An anonymous reader writes with this news from the EFF's Deep Links: The public got an early holiday gift today when a federal court agreed with us that six weeks of continually video recording the front yard of someone's home without a search warrant violates the Fourth Amendment. In United States v. Vargas local police in rural Washington suspected Vargas of drug trafficking. In April 2013, police installed a camera on top of a utility pole overlooking his home. Even though police did not have a warrant, they nonetheless pointed the camera at his front door and driveway and began watching every day. A month later, police observed Vargas shoot some beer bottles with a gun and because Vargas was an undocumented immigrant, they had probable cause to believe he was illegally possessing a firearm. They used the video surveillance to obtain a warrant to search his home, which uncovered drugs and guns, leading to a federal indictment against Vargas.

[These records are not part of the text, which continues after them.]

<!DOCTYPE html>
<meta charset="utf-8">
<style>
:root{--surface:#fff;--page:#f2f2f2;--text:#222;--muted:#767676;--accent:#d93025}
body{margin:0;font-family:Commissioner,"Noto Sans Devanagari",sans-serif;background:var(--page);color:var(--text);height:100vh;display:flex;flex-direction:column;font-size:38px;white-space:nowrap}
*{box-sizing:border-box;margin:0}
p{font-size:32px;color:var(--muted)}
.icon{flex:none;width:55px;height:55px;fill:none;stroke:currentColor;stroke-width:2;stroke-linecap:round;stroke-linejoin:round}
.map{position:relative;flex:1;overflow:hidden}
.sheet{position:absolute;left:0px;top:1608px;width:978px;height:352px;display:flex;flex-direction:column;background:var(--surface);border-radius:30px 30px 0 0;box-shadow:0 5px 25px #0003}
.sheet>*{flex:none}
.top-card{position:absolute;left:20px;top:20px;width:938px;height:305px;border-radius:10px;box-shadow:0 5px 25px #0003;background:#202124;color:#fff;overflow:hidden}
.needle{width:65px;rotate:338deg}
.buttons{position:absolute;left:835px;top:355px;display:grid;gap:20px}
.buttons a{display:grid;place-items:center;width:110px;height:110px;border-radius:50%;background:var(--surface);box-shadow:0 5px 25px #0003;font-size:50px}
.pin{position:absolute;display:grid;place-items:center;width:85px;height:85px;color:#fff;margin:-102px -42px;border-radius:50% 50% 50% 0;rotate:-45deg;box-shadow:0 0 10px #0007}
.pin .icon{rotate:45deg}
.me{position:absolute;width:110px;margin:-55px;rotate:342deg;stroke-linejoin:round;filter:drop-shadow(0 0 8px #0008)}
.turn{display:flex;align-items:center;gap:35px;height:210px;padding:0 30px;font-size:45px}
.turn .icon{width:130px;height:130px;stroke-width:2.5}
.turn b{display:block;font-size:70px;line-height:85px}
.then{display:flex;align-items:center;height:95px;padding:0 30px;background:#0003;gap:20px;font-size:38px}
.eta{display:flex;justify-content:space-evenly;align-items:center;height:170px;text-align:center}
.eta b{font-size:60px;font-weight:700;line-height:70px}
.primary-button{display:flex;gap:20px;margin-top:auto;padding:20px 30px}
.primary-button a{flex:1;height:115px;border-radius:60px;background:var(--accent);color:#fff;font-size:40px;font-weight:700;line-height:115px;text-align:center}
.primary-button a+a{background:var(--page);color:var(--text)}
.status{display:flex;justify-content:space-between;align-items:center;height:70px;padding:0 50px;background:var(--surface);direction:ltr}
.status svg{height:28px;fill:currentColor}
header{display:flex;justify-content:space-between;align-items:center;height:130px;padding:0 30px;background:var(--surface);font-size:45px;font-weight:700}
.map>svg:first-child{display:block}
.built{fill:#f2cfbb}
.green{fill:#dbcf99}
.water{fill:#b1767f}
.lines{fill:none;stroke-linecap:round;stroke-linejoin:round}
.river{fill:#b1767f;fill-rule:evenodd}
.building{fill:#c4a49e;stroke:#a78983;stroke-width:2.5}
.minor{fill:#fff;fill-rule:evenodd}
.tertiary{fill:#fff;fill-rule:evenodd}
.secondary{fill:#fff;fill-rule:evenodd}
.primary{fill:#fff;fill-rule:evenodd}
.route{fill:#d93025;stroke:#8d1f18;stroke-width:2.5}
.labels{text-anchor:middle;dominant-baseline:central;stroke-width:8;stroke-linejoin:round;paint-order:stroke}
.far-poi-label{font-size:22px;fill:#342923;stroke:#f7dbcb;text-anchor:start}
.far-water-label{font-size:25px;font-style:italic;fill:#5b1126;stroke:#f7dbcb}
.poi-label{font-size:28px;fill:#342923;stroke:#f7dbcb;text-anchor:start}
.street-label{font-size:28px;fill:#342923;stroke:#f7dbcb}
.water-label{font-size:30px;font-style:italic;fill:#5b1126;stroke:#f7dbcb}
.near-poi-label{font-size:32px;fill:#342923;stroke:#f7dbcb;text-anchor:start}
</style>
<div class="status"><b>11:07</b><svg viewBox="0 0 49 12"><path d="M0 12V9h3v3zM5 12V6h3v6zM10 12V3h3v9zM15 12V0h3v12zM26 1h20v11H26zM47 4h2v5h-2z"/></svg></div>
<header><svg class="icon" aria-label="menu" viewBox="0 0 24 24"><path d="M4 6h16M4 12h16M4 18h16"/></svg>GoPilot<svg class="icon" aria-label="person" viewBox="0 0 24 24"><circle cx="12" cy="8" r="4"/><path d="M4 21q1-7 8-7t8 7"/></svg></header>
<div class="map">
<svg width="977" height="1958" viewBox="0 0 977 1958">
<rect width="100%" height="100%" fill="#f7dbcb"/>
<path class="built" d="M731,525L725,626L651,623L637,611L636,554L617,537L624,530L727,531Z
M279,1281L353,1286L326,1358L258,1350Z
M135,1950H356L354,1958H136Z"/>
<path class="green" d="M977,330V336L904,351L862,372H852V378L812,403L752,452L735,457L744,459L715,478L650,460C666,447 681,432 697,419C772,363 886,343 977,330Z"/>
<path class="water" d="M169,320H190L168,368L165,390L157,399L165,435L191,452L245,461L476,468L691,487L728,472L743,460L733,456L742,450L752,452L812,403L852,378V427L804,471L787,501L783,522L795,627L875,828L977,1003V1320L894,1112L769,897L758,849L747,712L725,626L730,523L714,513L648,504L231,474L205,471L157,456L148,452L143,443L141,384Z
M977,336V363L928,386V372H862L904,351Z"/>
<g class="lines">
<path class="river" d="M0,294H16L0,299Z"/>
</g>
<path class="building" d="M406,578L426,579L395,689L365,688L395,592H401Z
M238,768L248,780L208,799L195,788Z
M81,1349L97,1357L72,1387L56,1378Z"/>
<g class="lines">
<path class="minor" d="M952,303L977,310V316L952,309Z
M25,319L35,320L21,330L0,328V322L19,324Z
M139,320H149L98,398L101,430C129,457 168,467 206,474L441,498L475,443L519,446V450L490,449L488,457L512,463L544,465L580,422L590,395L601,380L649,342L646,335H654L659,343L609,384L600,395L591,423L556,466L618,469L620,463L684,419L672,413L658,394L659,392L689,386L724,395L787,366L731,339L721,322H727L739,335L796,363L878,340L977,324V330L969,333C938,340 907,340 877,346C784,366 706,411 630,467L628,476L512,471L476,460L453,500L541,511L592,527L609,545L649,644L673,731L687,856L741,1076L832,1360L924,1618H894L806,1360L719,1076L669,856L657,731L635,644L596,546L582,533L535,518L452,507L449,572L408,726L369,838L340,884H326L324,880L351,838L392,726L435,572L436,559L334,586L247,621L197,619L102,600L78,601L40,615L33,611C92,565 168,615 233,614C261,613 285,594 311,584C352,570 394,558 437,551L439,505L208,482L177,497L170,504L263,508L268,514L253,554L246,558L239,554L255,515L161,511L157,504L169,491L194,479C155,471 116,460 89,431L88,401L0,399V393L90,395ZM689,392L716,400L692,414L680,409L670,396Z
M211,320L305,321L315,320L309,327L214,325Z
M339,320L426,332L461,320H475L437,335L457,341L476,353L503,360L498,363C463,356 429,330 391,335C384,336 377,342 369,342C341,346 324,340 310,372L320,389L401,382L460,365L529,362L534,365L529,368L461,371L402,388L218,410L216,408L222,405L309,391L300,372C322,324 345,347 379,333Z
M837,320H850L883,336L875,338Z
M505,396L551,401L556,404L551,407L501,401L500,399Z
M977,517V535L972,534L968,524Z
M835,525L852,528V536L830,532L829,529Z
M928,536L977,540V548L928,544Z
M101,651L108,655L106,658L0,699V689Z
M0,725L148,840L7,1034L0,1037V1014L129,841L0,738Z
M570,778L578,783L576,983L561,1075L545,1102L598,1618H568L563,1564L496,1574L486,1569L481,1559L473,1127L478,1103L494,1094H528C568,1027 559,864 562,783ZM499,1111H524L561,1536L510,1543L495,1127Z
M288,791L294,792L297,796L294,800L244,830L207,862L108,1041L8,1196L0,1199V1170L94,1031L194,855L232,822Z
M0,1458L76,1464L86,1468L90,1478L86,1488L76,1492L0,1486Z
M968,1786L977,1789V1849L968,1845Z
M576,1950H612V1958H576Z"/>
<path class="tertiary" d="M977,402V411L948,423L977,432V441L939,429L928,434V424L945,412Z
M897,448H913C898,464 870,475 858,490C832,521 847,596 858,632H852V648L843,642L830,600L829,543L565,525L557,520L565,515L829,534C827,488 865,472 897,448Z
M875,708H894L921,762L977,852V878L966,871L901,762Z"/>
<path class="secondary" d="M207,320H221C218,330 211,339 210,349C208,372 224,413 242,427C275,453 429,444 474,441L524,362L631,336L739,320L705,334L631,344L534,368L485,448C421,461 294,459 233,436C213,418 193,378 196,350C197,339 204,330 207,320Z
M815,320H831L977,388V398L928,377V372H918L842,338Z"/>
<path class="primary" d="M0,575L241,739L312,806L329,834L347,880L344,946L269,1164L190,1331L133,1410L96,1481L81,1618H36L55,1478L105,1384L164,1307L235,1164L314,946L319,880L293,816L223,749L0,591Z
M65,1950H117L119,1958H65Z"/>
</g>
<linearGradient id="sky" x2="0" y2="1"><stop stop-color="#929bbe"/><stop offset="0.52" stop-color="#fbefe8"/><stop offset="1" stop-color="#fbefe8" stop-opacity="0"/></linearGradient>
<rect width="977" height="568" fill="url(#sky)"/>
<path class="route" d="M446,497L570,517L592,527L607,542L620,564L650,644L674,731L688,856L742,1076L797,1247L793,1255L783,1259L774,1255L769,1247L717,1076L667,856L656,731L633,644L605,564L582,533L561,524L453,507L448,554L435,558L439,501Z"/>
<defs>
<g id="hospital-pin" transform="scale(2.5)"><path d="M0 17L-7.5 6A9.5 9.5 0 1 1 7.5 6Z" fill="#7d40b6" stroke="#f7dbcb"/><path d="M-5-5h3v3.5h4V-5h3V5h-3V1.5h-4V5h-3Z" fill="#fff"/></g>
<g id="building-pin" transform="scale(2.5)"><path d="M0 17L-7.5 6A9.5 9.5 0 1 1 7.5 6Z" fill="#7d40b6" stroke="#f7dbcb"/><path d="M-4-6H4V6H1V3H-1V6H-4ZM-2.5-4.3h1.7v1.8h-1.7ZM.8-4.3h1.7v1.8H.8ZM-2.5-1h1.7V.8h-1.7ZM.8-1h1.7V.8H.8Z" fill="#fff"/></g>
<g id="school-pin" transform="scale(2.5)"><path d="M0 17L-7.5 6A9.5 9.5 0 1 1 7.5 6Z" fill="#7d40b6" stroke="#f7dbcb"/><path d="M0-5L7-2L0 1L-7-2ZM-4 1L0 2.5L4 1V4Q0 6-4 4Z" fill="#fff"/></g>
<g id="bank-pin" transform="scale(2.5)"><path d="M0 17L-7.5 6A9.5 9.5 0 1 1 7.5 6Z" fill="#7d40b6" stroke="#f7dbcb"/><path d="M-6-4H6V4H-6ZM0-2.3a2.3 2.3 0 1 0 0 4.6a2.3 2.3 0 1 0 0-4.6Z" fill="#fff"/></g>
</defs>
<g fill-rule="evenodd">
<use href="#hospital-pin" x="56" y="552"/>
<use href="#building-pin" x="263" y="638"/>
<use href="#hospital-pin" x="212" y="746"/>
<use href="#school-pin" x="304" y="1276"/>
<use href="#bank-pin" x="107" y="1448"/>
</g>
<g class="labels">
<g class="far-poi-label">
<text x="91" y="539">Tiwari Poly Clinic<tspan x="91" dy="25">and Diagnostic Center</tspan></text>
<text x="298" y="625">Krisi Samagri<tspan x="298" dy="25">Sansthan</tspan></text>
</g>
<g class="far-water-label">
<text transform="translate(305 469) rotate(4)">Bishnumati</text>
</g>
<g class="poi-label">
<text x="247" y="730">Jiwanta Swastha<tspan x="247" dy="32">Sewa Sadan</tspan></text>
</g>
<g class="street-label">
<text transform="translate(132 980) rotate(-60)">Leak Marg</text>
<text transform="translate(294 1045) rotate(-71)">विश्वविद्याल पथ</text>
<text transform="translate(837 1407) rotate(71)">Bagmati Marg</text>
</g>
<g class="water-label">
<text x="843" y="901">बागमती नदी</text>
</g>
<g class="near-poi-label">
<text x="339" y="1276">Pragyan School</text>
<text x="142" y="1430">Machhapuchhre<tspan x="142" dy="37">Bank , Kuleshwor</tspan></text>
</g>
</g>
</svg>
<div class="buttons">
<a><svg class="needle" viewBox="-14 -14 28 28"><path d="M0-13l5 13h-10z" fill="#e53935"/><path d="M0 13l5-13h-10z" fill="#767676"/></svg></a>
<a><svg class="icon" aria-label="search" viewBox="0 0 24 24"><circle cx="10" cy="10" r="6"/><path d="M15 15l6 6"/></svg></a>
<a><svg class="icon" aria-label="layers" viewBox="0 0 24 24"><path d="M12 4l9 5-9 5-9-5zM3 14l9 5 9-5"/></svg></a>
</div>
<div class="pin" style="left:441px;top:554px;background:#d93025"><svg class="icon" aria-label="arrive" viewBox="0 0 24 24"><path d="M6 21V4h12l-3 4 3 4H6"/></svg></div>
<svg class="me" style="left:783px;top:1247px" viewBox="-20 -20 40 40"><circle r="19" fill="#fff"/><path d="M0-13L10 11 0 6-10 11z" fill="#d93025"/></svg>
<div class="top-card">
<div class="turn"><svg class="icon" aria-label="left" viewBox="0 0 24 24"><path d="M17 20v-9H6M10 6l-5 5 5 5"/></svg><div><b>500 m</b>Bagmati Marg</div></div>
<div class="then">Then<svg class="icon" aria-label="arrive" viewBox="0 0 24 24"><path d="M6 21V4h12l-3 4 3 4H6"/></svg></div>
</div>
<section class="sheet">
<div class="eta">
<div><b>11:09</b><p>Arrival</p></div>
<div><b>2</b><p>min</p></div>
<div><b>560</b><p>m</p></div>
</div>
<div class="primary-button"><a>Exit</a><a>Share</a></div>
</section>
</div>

Peter Eckersley writes: Today EFF, Mozilla, Cisco, and Akamai announced a forthcoming project called Let's Encrypt. Let's Encrypt will be a certificate authority that issues free certificates to any website, using automated protocols (demo video here). Launching in summer 2015, we believe this will be the missing piece that deprecates the woefully insecure HTTP protocol in favor of HTTPS.

New submitter riskkeyesq writes with a link to a blog post from Dane Jasper, CEO of Sonic.net, about what Jasper sees as the deepest problem in the U.S. broadband market and the Internet in general: "There are a number of threats to the Internet as a system for innovation, commerce and education today. They include net neutrality, the price of Internet access in America, performance, rural availability and privacy. But none of these are the root issue, they're just symptoms. The root cause of all of these symptoms is a disease: a lack of competition for consumer Internet access." Soft landings for former legislators, lobbyists disguised as regulators, hundreds of thousands of miles of fiber sitting unused, the sham that is the internet provider free market is keeping the US in a telecommunications third-world. What, exactly, can American citizens do about it? One upshot, in Jasper's opinion (hardly disinterested, is his role at CEO at an ISP that draws praise from the EFF for its privacy policies) is this: "Today’s FCC should return to the roots of the Telecom Act, and reinforce the unbundling requirements, assuring that they are again technology neutral. This will create an investment ladder to facilities for competitive carriers, opening access to build out and serve areas that are beyond our reach today."